Nach den Lukans hörte man lange nichts mehr von erfolgreichen Alpendurchquerungen. Das sollte sich erst in den 2000ern ändern. Was aber auch daran liegen könnte, dass man es inzwischen einfach eher mitbekommt, wenn sich jemand auf die Socken macht. Da war zum Beispiel Rudolf, der Ex-Banker, der sich rechtzeitig vor der großen Pleite der Lehman Brothers ein Paar Wanderschuhe kaufte und seine Abfertigung in die Besteigung von über 30 Viertausendern investierte. Oder Alwin, von dem ich auch nach wiederholtem Studium seines Reiseberichtes nicht weiß, welcher Teufel ihn so zur Eile trieb, dass er sich nach etwas über 70 Tagen und überglücklich darüber, dass seine Tortur ein Ende hat, in den französischen Sand fallen ließ. Oder der Berliner Thomas, dessen Route ich ebenfalls schon genau studiert habe. Oder Jörg, der Mur und Meer miteinander verband, und auf den Monaten dazwischen sein Leben als IT Manager hinter sich ließ. Oder Brigitte und Gernot, die ihre Alpentour auf alle Urlaubstage der letzten Jahre verteilten. Soll niemand sagen ich tue so, als wäre das alles allein auf meinem Mist gewachsen. Erst unlängst gab es wieder einen Neuzugang am Buchmarkt, auch wenn die Tour selbst schon einige Jahre zurückliegt: Hans folgte seiner Partnerin Anita von der Donau an die Küste – und lässt uns in einem (hier bereits vorgestellten) Bildband an der Tour teilhaben.

Der Weg

Als ich damit begann, die Wege zwischen daheim und Mittelmeer genauer anzusehen, habe ich eine interessante Entdeckung gemacht: Es gibt zwar inzwischen eine Fülle an Möglichkeiten, monatelang im Alpenraum herum zu strawanzen – doch wer von Österreich nach Monaco will, muss weite Umwege auf sich nehmen. Viel einfacher hat man es, wenn man die Alpen einfach nur durchqueren möchte – also eine möglichst günstige Strecke sucht, um einmal in Nord-Süd-Richtung drüber zu marschieren. Hier gibt es einige sogar sehr attraktive Routen, die Paradestrecke München – Venedig zum Beispiel. Oder der Alpenabschnitt des Fernwanderweges E5. Dazu kommen nagelneue Ideen wie Christofs Verbindung Salzburgs mit Triest oder von der Tourismusbranche getragene Projekte wie der Alpe Adria Trail mit seiner Südalpen-Überquerung.

In Ost-West-Richtung sieht das Angebot gleich etwas schütterer aus.

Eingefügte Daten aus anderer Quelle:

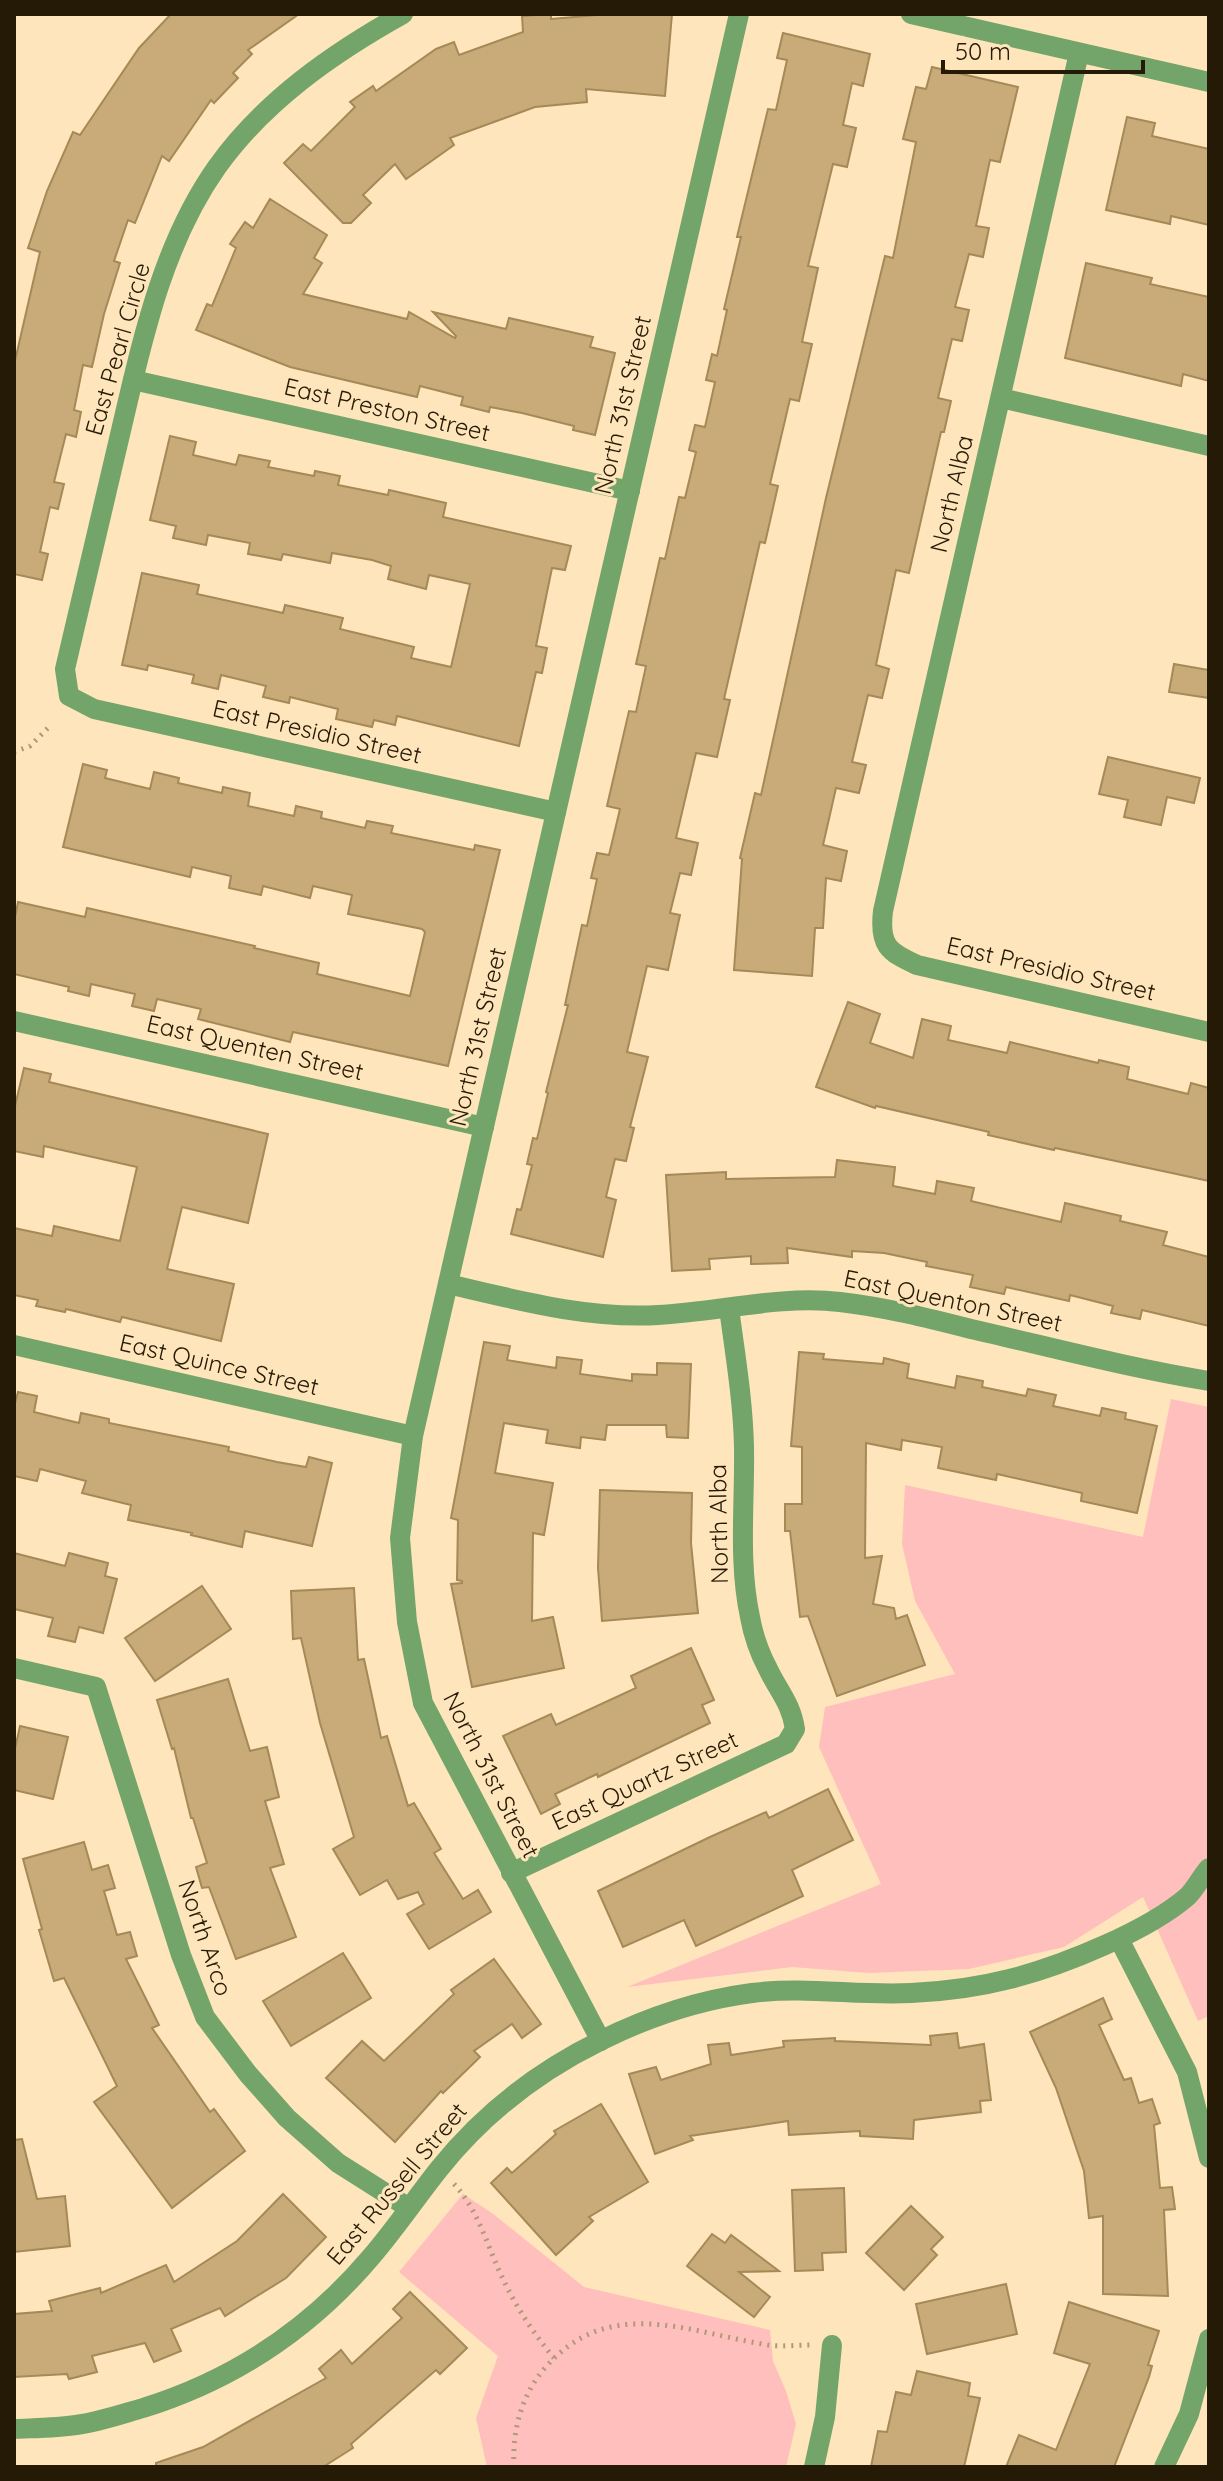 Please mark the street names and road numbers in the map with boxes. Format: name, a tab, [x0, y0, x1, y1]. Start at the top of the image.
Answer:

Is’ ja auch viel länger. Die meisten Möglichkeiten finden sich im Bereich der Zentral- und Nordalpen, die beide über einen (österreichischen) Weitwanderweg der Länge nach abspaziert werden können – und im angrenzenden Ausland sogar eine Fortsetzung finden. Teile dieser Strecke gehören zum Wegenetz der Via Alpina. Diese Via Alpina ist ein aus EU Fördermitteln gespeistes Projekt, alle acht Alpenstaaten über ein Wanderwegenetz miteinander zu verbinden. Das ist gelungen, allerdings haben auch hier die Nord-Süd-Wanderer die besseren Karten.

Via Alpina

Nach einem Blick auf das Wegenetz stellte sich mir eine Frage: Wann genau wurde denn Vorarlberg zum Mittelpunkt der Weitwander-Welt? Es scheint, als hinge im Sekretariat der Via Alpina ein Gebot auf der Wand: “Was immer Euch einfällt – schaut’s dass d’ Leut’ auch nach Vorarlberg kemman!” Insgesamt bildet das Wegenetz – dem natürlichen Verlauf des Alpenbogens folgend – eine Kurve, die bei den Seealpen beginnt, und im Dinarischen Gebirge endet. Während es auf der Nordseite des Alpenkammes gute Möglichkeiten für eine Durchquerung gibt (zwei – natürlich zufällige – Beispiele wären Wien-Vorarlberg oder Hainburg-Vorarlberg), wird von den Südländern etwas mehr Kreativität abverlangt. Was bis heute fehlt, ist ein eine Strecke, die durchgehend auf der Südseite der Alpen verläuft. Oder, um es mit obiger Karte zu verdeutlichen: Eine etwas direktere Verbindung insbesondere im Bereich zwischen Triglav und Aoste im NP Gran Paradiso.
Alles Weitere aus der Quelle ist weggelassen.